Undeterred by the flood of public disgust that followed his disgraceful
smear of Kevin Rudd last week (and there's a beautiful
response today in the SMH by Richard Walsh), Tony "
Swiftboat" Abbott has just this minute appeared on the ABC TV news sniggering and smirking about the fact that Queensland failed to get fluoride organised into its water supply while Kevin Rudd was, well, you know,
living there. Quinceland full of rotten teeth? Well, we all know who to blame for
that.
Given his slurs on Rudd's family and memories, one wonders what Abbott would say of poet Les Murray, whose mother died -- Murray, too, was still only a child -- when the doctor refused to send the ambulance to
their dairy farm in time because Murray's father couldn't bring himself to use words like 'haemorrhage' and 'miscarriage' to another man on the phone and had only his anguish, whch wasn't enough, to help him convey the urgency of the situation. Would Abbott say 'Well, there you go, typical dirt-farmer and it was his own fault'? Quite possibly, if Murray got in his way.

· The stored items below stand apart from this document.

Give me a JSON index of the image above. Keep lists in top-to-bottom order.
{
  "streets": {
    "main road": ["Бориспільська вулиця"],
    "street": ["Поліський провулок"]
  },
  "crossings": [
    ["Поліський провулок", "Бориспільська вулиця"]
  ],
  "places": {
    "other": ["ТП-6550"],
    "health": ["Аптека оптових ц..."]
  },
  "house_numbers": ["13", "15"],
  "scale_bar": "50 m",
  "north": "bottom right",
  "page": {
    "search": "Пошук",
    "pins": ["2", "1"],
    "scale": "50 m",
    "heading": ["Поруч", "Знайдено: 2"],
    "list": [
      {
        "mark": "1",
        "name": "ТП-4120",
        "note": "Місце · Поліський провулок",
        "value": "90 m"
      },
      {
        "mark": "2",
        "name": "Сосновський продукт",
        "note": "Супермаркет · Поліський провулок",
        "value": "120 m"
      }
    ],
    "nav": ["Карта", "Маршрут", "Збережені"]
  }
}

Either Abbott doesn't read the Letters to the Editor or he is obsessively staying on-message -- and the same goes for Christopher Pearson, who
backed up Abbott in today's
Australian. Pearson's version was more temperate and skilful (except of course the shocking, for him, use of the popular
misquotation 'gild the lily': it's
paint the lily, CP, and I can't believe you didn't know that). The headline was less grotesquely offensive, and less attempt was made in it to disguise the smear as an argument that all smearing should end -- but the net effect was to bolster and reinforce Abbott's suggestion (and this from a
Riverview boy;
quantum potes, tantum aude, indeed -- audacity is right) that a man who grew up the hard way really didn't have as hard a time of it as he says he did, and even if he did, well, it was his father's own fault.
Wasn't it.
Now I'm not a huge supporter of Rudd myself, though his statements and behaviour don't appal me in anything like the way Mark Latham's always did. Rudd is too conservative for me in a number of respects, and considering the implosion of his predecessor-but-one, the arrogance is a worry as well. Anyone would think these people had never heard of hubris, the way they carry on. Rudd may well have mentally rubbed his hands in glee at the prospect of messing with Ratty's mind, but to say so in public was probably a tactical blue and may yet prove to be the equivalent of the
Handshake of Doom.
But the idea that Rudd's father's tragic early death and the family's subsequent hardship is fair game in the electioneering stakes is one that only a fellow politician would be sufficiently deluded to entertain. The voters have dads, and the dads aren't perfect. (The dads are also voters.) I'm astonished -- for neither Abbott nor Pearson is by any means a stupid man -- that they haven't got the message that Joe Public
despises this kind of thing, and backed off sharpish.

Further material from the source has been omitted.